Since its inception in 1971, developers have been required to allocate at least 30% of all property units, be they residential or commercial, to Bumiputeras.
“Even with the Bumiputera discounts, we have to contend with hard-to-sell Bumiputera lots due to current predicament of poor sales and market conditions.
“On top of that, we can only release the unsold units three to four years later, but still have to pay the discounted amount to the authorities,” Lin added.
He also said the company has met with the authorities and other industry players and discussed the 2% proposal as it will help to address home affordability issues, especially among the B40 group.
“Right now, the reason why many units are left unsold is because of the location. Most of which are not within the reach of the B40 people. That is why it doesn’t help (the issue of unsold Bumiputera units) even with discounts being offered.”
According to Lin, the developers’ margin of financing for holding cost would generally be between 3% and 5% for large projects.
“The longer you hold on to the units, the higher the holding cost will be. It will not help the economy too because the tax authority will have to defer their collection period.
“The holding cost to comply with the Bumiputera Lot Quota Regulation is getting heavier to bear for the group,” he said.
Lin said Gamuda Land is only making a single digit profit margin due to the ever increasing holding cost.

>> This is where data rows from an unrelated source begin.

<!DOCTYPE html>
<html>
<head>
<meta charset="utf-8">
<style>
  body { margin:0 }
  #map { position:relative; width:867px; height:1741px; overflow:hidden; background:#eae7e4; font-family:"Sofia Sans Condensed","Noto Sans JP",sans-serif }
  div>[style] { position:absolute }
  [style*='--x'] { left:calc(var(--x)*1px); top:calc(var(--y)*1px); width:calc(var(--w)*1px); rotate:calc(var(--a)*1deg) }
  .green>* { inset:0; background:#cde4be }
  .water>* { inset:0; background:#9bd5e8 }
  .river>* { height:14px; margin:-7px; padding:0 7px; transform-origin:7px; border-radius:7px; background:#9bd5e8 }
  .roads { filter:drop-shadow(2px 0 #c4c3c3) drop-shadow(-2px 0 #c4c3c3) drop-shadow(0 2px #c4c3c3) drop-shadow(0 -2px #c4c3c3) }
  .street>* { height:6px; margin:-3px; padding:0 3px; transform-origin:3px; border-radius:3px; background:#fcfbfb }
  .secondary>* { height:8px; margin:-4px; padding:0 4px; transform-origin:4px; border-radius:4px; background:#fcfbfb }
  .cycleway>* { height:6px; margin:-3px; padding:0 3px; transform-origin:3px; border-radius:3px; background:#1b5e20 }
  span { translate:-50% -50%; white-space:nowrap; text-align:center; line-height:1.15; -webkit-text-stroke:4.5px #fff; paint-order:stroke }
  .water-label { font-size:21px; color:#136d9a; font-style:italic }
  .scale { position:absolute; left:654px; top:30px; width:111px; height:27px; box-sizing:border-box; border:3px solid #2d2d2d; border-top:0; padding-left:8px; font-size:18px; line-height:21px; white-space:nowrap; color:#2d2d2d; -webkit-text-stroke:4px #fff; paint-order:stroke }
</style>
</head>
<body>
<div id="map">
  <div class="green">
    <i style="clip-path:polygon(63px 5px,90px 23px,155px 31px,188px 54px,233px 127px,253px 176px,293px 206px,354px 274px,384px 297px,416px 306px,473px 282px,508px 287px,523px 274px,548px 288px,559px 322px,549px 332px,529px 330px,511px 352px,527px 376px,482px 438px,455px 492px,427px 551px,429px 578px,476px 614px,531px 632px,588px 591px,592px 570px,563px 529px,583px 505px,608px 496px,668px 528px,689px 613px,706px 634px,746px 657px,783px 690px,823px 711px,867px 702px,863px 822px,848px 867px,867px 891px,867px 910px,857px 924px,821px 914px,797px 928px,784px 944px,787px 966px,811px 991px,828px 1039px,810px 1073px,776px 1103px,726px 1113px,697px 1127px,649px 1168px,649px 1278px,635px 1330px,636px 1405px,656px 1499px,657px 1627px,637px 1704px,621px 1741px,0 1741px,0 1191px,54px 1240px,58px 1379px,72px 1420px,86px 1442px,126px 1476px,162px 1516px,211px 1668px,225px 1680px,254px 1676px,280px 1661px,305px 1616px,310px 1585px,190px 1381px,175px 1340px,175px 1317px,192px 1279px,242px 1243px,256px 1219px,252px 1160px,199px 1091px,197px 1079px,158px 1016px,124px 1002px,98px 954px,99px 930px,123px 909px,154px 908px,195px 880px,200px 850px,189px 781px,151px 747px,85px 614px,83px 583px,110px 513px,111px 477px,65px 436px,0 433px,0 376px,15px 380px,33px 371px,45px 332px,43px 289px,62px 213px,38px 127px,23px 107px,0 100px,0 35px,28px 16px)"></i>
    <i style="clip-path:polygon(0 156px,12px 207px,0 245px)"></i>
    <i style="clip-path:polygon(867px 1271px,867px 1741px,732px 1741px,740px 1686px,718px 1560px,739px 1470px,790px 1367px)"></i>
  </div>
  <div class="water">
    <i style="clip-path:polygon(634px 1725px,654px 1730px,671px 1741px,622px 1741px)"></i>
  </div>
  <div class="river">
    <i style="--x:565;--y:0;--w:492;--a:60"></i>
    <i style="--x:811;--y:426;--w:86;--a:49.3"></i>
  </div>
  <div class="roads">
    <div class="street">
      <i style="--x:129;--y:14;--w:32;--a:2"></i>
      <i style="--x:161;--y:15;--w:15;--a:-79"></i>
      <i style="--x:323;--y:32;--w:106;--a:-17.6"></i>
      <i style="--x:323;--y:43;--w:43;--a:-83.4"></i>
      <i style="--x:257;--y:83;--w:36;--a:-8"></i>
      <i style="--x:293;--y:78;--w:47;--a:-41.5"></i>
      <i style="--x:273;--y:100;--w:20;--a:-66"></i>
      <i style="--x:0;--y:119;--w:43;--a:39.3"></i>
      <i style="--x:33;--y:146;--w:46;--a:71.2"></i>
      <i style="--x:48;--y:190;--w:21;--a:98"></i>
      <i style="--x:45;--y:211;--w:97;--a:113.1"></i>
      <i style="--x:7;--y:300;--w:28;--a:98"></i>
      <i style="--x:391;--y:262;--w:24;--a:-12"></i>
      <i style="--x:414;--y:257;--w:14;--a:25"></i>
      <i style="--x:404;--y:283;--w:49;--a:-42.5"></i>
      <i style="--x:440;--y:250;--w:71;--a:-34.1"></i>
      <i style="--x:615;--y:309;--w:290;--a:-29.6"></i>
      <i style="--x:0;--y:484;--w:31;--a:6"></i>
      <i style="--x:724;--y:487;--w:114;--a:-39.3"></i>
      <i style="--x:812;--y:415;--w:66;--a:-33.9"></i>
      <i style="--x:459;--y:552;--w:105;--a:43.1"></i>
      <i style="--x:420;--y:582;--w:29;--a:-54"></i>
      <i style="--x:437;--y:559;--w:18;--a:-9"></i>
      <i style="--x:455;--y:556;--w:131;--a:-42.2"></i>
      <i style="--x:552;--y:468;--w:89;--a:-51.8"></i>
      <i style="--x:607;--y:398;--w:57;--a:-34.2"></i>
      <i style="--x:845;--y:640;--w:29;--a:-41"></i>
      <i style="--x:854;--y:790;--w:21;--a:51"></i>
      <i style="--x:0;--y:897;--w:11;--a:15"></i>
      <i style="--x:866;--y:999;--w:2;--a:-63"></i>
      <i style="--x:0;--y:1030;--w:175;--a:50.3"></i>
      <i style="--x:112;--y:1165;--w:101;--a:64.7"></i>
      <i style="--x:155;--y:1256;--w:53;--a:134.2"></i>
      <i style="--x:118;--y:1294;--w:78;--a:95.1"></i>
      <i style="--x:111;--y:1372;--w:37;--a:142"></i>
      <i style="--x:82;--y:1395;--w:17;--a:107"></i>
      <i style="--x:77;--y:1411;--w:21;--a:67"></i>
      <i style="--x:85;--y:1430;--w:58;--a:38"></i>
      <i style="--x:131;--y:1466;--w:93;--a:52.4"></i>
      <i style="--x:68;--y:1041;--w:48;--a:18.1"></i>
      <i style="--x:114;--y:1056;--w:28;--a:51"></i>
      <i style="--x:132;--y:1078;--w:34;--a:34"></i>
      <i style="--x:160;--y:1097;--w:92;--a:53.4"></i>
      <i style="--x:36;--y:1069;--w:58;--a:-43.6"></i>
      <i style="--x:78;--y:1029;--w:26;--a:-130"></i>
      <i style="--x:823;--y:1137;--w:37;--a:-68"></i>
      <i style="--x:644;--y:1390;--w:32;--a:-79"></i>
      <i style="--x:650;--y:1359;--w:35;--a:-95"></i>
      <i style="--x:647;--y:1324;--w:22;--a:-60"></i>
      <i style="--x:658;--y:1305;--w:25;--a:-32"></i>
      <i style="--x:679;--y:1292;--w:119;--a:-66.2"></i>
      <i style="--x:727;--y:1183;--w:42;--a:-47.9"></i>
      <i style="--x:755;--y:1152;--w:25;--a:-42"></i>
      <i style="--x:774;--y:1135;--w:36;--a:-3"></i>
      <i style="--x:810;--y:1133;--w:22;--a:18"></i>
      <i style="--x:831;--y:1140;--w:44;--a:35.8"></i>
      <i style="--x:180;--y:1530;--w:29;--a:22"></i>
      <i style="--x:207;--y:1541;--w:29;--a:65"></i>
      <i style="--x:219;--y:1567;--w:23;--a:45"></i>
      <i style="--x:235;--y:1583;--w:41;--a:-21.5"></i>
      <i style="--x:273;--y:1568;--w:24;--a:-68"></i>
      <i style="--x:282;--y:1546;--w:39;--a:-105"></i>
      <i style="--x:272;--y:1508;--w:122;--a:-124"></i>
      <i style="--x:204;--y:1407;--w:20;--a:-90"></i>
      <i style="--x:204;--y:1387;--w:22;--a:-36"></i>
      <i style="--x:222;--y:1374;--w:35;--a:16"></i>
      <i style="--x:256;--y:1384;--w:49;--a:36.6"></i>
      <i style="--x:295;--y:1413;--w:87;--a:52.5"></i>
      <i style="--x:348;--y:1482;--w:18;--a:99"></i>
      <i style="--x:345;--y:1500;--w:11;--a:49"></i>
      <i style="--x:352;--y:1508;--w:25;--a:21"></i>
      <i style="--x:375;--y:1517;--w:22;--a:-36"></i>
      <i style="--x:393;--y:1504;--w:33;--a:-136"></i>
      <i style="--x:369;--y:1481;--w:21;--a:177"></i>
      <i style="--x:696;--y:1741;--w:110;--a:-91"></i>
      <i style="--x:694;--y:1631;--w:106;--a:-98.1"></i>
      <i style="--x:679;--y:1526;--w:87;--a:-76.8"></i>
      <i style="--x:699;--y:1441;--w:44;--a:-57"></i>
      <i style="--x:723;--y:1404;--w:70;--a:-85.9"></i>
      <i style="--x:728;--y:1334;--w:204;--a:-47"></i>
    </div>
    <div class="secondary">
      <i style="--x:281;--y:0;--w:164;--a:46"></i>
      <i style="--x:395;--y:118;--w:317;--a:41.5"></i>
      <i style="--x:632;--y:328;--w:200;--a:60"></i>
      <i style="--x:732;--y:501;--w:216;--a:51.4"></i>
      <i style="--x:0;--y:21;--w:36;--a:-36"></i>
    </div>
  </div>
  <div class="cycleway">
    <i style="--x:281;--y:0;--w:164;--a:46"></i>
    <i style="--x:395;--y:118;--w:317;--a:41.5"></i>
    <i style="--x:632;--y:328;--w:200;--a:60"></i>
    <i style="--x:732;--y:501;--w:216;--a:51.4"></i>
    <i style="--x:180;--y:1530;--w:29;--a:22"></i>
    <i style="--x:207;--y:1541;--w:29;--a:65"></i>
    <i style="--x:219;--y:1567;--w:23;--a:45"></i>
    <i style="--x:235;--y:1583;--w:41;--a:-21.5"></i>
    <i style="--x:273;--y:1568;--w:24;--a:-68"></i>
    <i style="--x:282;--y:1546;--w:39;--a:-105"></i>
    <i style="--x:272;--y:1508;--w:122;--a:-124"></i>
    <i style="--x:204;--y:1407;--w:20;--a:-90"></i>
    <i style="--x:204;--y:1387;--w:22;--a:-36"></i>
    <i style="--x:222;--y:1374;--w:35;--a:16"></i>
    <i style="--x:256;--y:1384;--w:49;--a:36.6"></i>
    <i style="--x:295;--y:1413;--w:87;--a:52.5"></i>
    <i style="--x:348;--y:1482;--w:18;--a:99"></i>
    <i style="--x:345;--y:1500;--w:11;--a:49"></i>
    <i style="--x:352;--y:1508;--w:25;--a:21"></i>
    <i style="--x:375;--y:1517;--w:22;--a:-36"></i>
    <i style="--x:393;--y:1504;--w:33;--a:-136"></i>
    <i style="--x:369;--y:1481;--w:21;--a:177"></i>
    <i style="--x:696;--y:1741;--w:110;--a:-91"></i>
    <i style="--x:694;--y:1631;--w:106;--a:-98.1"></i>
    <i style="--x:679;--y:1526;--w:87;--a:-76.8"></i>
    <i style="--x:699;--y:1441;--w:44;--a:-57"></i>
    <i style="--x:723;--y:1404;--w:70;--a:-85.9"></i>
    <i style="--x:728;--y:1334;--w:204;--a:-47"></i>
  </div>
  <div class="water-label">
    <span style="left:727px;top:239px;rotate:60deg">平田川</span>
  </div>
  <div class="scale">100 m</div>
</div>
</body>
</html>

According to the Malaysian law, state authorities are given full control over land matters and as such, the Bumiputera quota regulation falls under the state government’s jurisdiction. As such, the quota could differ from state to state.
The Federal Territories quota is relatively low at 30% compared to other states such as Johor (40%), Negri Sembilan (50%) or Kelantan (70%).
Lin said when the unsold Bumiputera units add additional costs to the developer, it will eventually be passed down to the property owners.
“That is why affordability is a big issue in the industry. If this goes on, the house prices can never be brought down because developers have no choice,” he added.